Exercise description:
Search the listing below for the word "Geliga" and copy each line that holds it.

[Start of section]

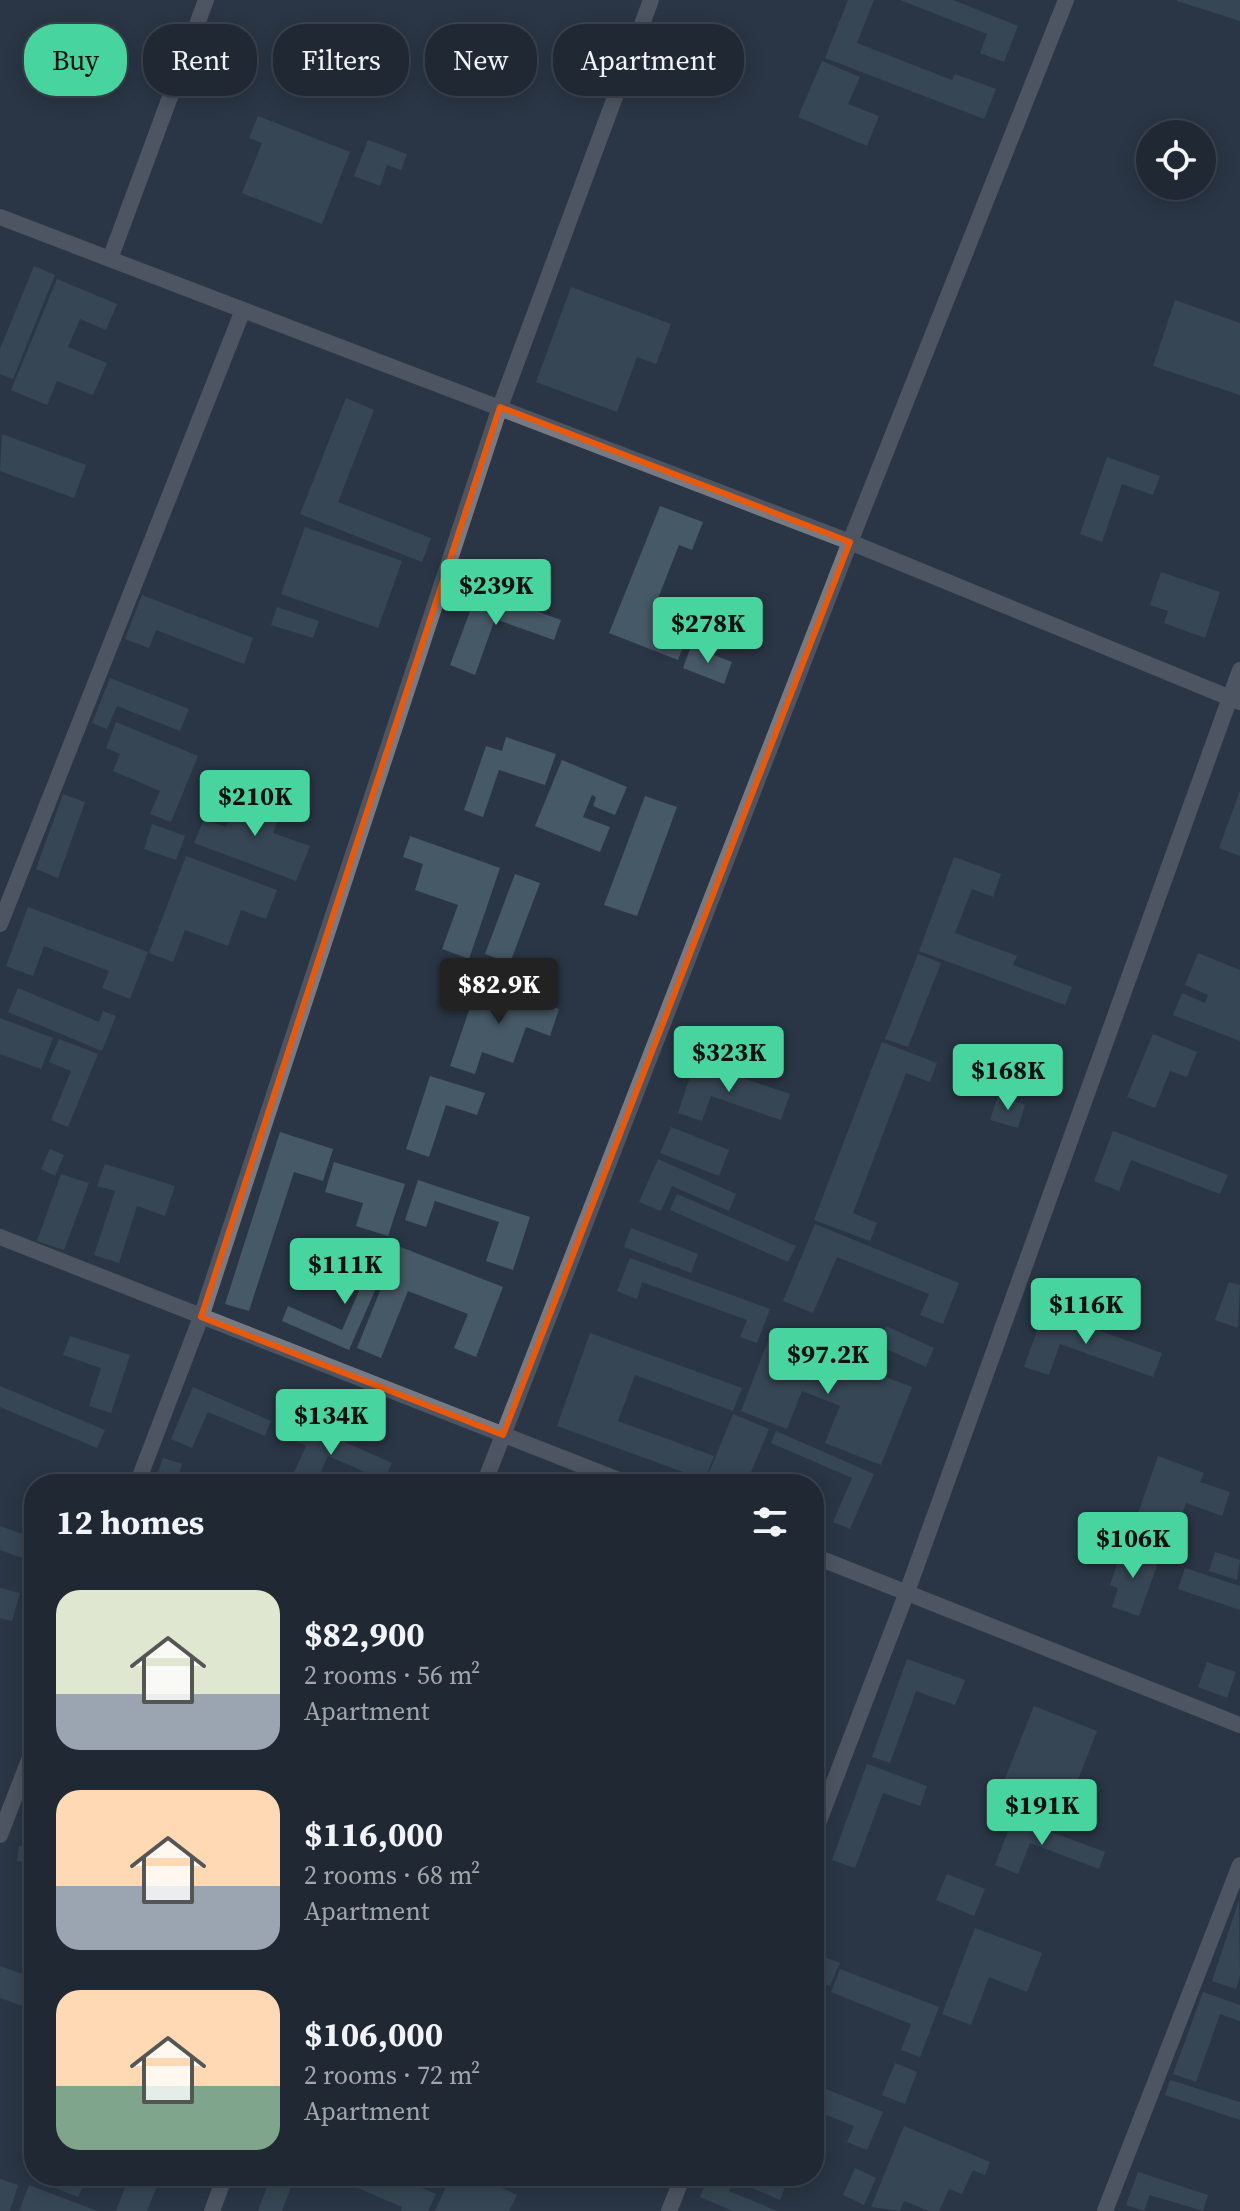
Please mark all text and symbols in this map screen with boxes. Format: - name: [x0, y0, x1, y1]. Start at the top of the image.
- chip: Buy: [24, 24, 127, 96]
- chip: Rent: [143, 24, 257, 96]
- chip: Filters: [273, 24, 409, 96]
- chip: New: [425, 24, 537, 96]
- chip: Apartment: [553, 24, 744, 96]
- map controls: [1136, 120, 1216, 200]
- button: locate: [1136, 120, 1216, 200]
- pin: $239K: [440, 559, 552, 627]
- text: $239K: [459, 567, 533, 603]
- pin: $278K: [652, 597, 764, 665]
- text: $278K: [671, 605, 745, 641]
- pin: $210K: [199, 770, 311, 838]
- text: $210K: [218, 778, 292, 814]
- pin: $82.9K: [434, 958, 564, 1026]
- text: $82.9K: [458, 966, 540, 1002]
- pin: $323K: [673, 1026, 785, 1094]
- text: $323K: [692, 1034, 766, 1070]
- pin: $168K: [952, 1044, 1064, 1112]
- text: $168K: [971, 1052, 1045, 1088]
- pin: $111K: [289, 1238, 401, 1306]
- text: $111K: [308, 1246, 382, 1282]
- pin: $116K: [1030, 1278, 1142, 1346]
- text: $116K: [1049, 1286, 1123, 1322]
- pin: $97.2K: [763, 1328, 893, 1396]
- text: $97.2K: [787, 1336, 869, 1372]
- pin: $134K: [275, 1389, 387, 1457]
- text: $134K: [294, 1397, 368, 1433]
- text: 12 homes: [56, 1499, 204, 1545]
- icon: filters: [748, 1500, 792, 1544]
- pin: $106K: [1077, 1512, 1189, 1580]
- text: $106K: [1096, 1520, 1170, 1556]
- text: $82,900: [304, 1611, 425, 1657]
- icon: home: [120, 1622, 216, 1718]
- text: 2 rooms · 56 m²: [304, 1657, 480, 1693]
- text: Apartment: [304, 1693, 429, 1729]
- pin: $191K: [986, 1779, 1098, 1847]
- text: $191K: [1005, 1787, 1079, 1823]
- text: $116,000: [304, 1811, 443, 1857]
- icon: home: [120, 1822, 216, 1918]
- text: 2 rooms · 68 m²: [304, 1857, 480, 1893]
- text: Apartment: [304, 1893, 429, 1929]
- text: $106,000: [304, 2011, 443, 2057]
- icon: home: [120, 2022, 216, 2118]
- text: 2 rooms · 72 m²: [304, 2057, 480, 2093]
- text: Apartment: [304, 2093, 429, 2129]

[End of section]
[Start of section]

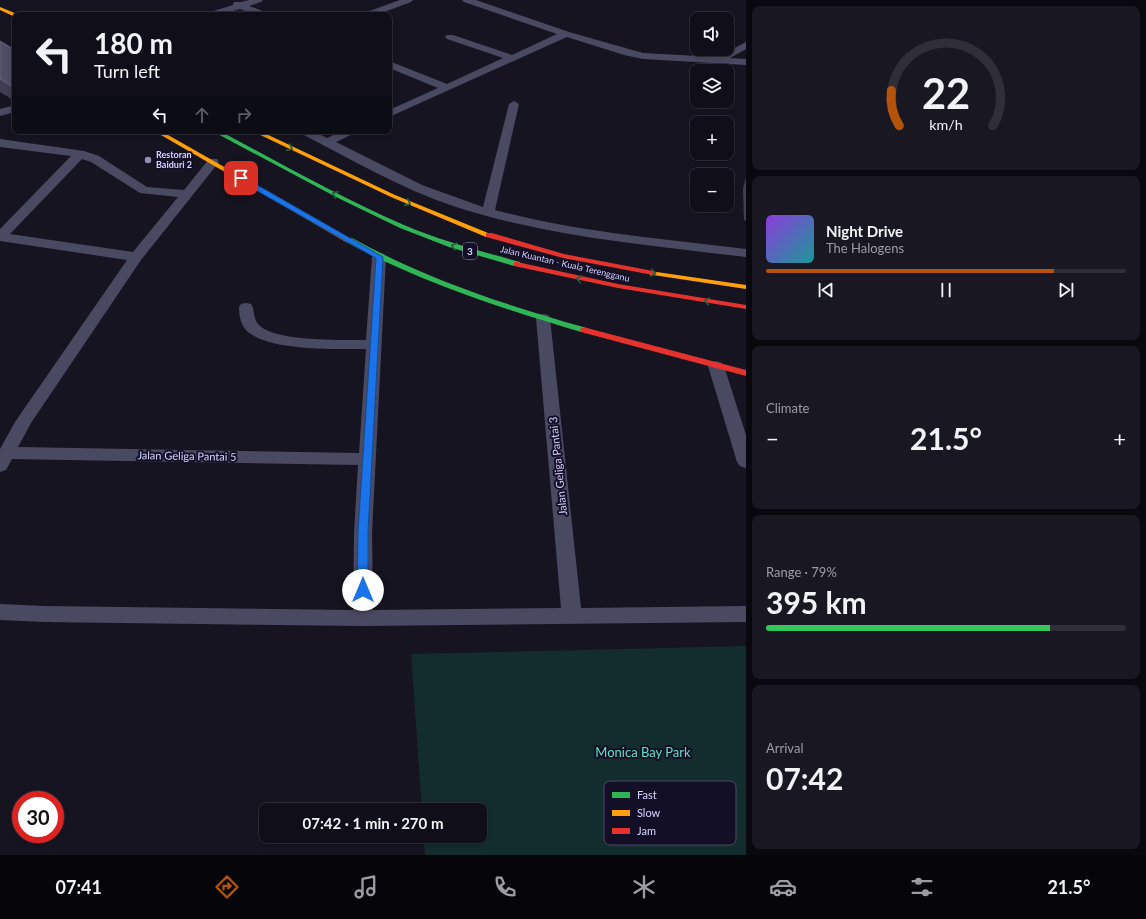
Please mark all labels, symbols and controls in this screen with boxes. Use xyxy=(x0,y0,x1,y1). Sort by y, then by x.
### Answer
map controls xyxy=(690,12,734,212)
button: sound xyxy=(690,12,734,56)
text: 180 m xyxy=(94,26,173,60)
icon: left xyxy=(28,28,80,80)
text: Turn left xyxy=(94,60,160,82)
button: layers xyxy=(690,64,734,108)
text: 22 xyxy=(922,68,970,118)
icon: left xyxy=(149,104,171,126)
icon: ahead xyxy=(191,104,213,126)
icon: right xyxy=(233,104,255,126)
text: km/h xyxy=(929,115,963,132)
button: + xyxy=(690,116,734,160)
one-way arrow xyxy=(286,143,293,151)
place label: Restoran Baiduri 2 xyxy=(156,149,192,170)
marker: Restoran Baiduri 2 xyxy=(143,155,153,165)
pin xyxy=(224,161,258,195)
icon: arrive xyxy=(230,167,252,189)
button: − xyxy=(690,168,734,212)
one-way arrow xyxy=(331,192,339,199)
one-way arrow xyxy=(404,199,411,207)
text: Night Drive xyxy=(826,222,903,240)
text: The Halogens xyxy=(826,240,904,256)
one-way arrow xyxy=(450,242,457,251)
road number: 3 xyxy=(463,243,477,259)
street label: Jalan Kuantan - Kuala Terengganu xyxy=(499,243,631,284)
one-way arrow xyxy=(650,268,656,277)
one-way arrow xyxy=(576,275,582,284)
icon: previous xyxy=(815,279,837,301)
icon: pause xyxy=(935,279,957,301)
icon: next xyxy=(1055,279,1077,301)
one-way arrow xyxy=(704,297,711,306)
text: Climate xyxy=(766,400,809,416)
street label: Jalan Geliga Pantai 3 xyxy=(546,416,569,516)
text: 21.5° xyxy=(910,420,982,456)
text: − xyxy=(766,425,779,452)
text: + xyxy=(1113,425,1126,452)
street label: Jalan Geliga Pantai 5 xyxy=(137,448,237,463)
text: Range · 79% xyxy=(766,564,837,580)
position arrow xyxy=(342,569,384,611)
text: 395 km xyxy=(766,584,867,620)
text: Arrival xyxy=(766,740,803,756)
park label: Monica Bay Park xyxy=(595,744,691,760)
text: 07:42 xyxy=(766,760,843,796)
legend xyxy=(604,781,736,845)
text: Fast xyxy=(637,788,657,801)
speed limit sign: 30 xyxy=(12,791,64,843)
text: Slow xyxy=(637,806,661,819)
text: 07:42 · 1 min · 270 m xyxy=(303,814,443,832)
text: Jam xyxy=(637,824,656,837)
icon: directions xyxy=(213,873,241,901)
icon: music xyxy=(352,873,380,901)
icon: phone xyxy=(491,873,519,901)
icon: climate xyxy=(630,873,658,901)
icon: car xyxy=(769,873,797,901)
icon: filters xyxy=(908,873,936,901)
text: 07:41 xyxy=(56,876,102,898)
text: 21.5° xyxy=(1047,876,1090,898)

[End of section]

Task response:
street label: Jalan Geliga Pantai 3 xyxy=(546,416,569,516)
street label: Jalan Geliga Pantai 5 xyxy=(137,448,237,463)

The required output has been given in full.